Milk chocolate (50 g) contains about 10 mg of caffeine per serving. Values are public-source estimates, not exact measurements.
Is 10 mg of caffeine a lot?
It is about 0.1 cups of brewed coffee. The FDA considers up to 400 mg per day safe for most healthy adults, so this is a moderate single dose.
How long does the caffeine in Milk chocolate (50 g) stay in your system?
Caffeine has a half-life of about 5.7 hours, so roughly 7 mg of the original 10 mg remains after 3 hours and about 2 mg after 12 hours. The calculator above shows your personal curve.
Will Milk chocolate (50 g) keep you awake?
It can if you have it late. From 10 mg it takes roughly 0 hours to fall below the 100 mg level many people notice at bedtime. Finish it well before sleep, or use the cutoff above.

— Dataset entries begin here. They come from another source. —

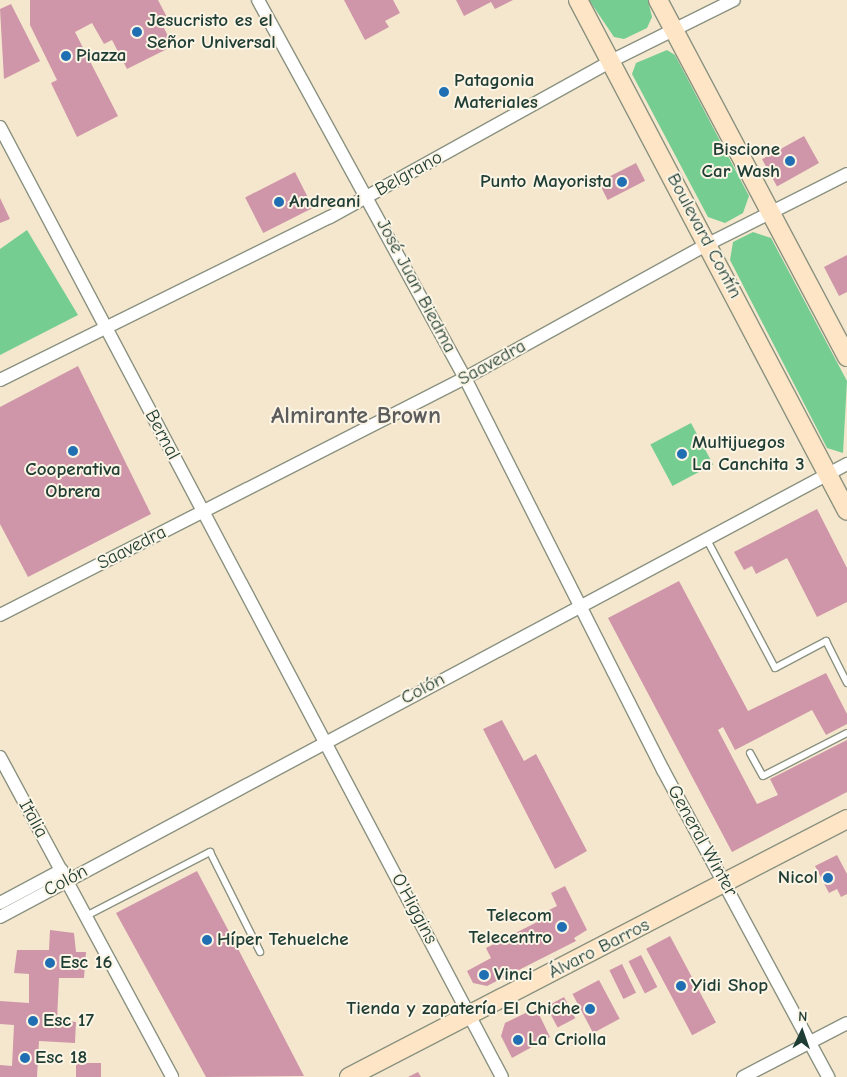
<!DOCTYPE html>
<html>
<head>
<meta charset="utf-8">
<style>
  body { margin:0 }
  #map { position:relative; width:847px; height:1077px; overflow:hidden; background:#f5e7cd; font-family:"Comic Neue",sans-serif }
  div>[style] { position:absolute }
  .green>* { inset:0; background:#75cd92; transform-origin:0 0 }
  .building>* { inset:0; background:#cf96a9; transform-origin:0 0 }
  .roads { filter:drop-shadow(1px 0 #8a9280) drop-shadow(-1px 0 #8a9280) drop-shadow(0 1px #8a9280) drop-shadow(0 -1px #8a9280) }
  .lane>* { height:6px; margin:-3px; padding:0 3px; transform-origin:3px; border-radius:3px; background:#fff }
  .street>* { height:12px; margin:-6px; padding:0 6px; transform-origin:6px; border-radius:6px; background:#fff }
  .secondary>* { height:18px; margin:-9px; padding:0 9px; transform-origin:9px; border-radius:9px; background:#fde5c5 }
  .dots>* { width:14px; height:14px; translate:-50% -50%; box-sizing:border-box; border:2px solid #fcf5e5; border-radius:50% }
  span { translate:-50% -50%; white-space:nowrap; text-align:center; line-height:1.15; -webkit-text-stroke:4px #fcf5e5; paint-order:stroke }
  .poi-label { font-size:19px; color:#1f3d34; font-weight:700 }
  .left { translate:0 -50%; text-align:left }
  .right { translate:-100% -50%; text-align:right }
  .street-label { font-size:19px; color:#1f3d34 }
  .district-label { font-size:24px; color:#5d5c5d; font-weight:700 }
  .north { position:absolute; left:777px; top:1007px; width:50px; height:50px; -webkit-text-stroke:4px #fcf5e5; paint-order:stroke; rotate:3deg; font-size:14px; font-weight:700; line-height:20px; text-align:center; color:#1f3d34 }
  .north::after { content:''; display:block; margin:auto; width:18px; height:22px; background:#1f3d34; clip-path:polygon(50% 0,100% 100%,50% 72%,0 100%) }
</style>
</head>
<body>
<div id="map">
  <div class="green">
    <i style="clip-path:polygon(589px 0,648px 0,652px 17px,647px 28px,624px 39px,614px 37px)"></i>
    <i style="clip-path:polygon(667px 50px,675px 55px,749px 196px,743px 213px,725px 223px,708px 217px,632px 74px,636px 63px)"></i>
    <i style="clip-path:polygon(27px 230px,78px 315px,0 355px,0 249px)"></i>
    <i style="clip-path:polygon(753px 232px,771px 238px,847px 381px,843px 453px,827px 448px,730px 260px,733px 242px)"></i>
    <i style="left:691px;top:423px;width:47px;height:46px;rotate:62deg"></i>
  </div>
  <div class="building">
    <i style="clip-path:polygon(30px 0,158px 0,169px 21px,162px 24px,173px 46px,127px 69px,112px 40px,104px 44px,92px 23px,75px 32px,118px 116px,77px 137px,51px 83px,57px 80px,30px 25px)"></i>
    <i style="clip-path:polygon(344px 0,393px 0,400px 13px,385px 21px,389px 27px,365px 40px)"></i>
    <i style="clip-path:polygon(456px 0,513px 0,495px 9px,491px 2px,464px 16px)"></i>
    <i style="clip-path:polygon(11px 4px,40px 61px,4px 79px,0 9px)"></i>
    <i style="left:804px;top:136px;width:31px;height:48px;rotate:61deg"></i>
    <i style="left:636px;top:163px;width:20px;height:42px;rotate:63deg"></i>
    <i style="left:295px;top:172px;width:40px;height:56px;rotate:63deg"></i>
    <i style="clip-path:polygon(0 198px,10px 219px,0 223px)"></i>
    <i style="clip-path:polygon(847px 255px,847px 292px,839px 296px,824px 267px)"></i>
    <i style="clip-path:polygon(78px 366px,151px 514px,28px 577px,0 524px,0 407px)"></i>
    <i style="clip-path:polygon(817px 509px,847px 568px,847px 602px,817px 617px,787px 558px,756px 574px,752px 566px,744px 570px,734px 552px)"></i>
    <i style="clip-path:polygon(679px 581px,748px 711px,826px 673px,847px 714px,847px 724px,826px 735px,812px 710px,735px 750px,723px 727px,718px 730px,757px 804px,778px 795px,770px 779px,847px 740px,847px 792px,732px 852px,608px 618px)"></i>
    <i style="clip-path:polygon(502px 720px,524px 761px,536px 754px,587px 851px,555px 869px,483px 729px)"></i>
    <i style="clip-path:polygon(837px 855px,847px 874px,847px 894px,841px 897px,837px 889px,829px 893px,815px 866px)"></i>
    <i style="clip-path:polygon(197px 871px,235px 943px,304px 1076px,206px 1077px,116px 913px)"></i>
    <i style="clip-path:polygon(565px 886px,587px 930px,574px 938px,576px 941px,487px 986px,473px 983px,467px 971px,491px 958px,486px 948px,549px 916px,547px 911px,557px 906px,551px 893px)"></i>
    <i style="clip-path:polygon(50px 930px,74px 933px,76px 952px,86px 952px,84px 978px,59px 978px,57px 1020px,76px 1022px,75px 1043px,39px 1041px,37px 1077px,0 1077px,0 1065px,12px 1066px,14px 1025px,0 1024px,0 1001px,29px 1003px,29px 974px,14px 973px,17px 950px,49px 950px)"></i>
    <i style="left:670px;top:936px;width:98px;height:27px;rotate:62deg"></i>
    <i style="left:641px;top:955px;width:36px;height:14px;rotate:63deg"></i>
    <i style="left:622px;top:964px;width:32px;height:14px;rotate:64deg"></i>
    <i style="left:599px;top:980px;width:44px;height:30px;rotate:62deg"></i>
    <i style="left:564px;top:997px;width:24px;height:20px;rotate:62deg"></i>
    <i style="clip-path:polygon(536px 1008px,550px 1037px,512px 1058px,501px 1036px,505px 1023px)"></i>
    <i style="left:76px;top:1063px;width:25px;height:14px"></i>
    <i style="clip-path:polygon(418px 1072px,421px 1077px,408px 1077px)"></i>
  </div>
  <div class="roads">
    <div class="lane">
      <i style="left:706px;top:538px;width:147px;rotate:62deg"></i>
      <i style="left:775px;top:668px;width:58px;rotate:-27.9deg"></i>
      <i style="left:826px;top:641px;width:47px;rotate:63.4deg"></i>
      <i style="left:750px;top:753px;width:26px;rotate:61deg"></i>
      <i style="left:763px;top:776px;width:94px;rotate:-27.1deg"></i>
      <i style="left:86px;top:916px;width:140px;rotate:-27.3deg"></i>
      <i style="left:210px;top:852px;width:112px;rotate:63.4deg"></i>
    </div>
    <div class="street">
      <i style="left:258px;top:0;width:431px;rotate:61.3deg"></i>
      <i style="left:465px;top:378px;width:439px;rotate:63.2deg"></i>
      <i style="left:663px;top:770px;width:349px;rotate:61.7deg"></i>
      <i style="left:0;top:127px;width:1074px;rotate:62.15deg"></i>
      <i style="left:0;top:380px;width:368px;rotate:-26.3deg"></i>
      <i style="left:330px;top:217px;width:321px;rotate:-29deg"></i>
      <i style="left:611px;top:61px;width:137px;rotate:-26.4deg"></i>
      <i style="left:0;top:615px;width:522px;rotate:-27.01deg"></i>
      <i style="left:465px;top:378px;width:277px;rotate:-28.9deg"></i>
      <i style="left:708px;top:244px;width:156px;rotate:-26.7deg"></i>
      <i style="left:0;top:757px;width:363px;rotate:61.7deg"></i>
      <i style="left:0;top:903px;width:70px;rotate:-28deg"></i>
      <i style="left:0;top:917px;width:961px;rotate:-28.14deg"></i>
      <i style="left:743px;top:1077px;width:117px;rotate:-27.4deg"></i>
    </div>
    <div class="secondary">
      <i style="left:578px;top:0;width:577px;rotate:62.24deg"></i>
      <i style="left:658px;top:0;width:404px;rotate:62.1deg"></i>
      <i style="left:349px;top:1077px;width:561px;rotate:-27.39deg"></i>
    </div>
  </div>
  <div class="dots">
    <i style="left:137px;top:32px;background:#1f6fb2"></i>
    <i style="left:66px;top:56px;background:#1f6fb2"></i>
    <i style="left:444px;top:92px;background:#1f6fb2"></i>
    <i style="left:790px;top:161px;background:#1f6fb2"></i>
    <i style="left:622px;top:182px;background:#1f6fb2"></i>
    <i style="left:279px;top:202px;background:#1f6fb2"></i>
    <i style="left:73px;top:451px;background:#1f6fb2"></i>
    <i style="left:682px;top:454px;background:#1f6fb2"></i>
    <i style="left:828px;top:878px;background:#1f6fb2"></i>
    <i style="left:562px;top:927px;background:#1f6fb2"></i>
    <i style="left:207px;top:940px;background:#1f6fb2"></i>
    <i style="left:50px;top:963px;background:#1f6fb2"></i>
    <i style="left:484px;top:975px;background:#1f6fb2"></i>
    <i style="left:681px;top:986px;background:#1f6fb2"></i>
    <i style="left:590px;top:1009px;background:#1f6fb2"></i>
    <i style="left:33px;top:1021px;background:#1f6fb2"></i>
    <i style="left:518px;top:1040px;background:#1f6fb2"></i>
    <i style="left:25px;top:1058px;background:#1f6fb2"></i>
  </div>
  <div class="poi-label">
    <span class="left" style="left:147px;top:32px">Jesucristo es el<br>Señor Universal</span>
    <span class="left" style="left:76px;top:56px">Piazza</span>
    <span class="left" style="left:454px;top:92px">Patagonia<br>Materiales</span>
    <span class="right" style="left:780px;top:161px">Biscione<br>Car Wash</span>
    <span class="right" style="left:612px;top:182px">Punto Mayorista</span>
    <span class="left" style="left:289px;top:202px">Andreani</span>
    <span class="left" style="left:692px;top:454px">Multijuegos<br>La Canchita 3</span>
    <span style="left:73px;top:481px">Cooperativa<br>Obrera</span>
    <span class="right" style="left:818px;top:878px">Nicol</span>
    <span class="right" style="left:552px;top:927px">Telecom<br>Telecentro</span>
    <span class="left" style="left:217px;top:940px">Híper Tehuelche</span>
    <span class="left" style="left:60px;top:963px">Esc 16</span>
    <span class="left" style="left:494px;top:975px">Vinci</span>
    <span class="left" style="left:691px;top:986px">Yidi Shop</span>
    <span class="right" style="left:580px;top:1009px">Tienda y zapatería El Chiche</span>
    <span class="left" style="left:43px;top:1021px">Esc 17</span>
    <span class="left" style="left:528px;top:1040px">La Criolla</span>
    <span class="left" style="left:35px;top:1058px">Esc 18</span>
  </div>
  <div class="street-label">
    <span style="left:409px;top:174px;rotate:-29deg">Belgrano</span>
    <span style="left:704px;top:236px;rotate:62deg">Boulevard Contín</span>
    <span style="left:416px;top:286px;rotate:62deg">José Juan Biedma</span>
    <span style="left:492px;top:363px;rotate:-29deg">Saavedra</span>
    <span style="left:162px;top:435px;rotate:62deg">Bernal</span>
    <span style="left:132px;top:548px;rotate:-27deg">Saavedra</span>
    <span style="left:423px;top:689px;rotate:-28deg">Colón</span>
    <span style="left:33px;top:819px;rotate:61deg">Italia</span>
    <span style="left:702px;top:841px;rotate:61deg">General Winter</span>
    <span style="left:66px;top:881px;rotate:-28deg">Colón</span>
    <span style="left:414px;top:909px;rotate:62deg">O'Higgins</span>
    <span style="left:599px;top:949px;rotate:-27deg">Álvaro Barros</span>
  </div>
  <div class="district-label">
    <span style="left:356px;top:416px">Almirante Brown</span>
  </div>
  <div class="north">N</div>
</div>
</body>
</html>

Track this automatically with CoffeeLog
Log any drink in one tap, watch caffeine fade in real time on your home screen, and get a nudge before it touches your sleep — the same engine that powers this page.
Related
TrackCaffeine provides general reference information about caffeine. It is not medical advice. Caffeine values are public-source estimates, not exact measurements.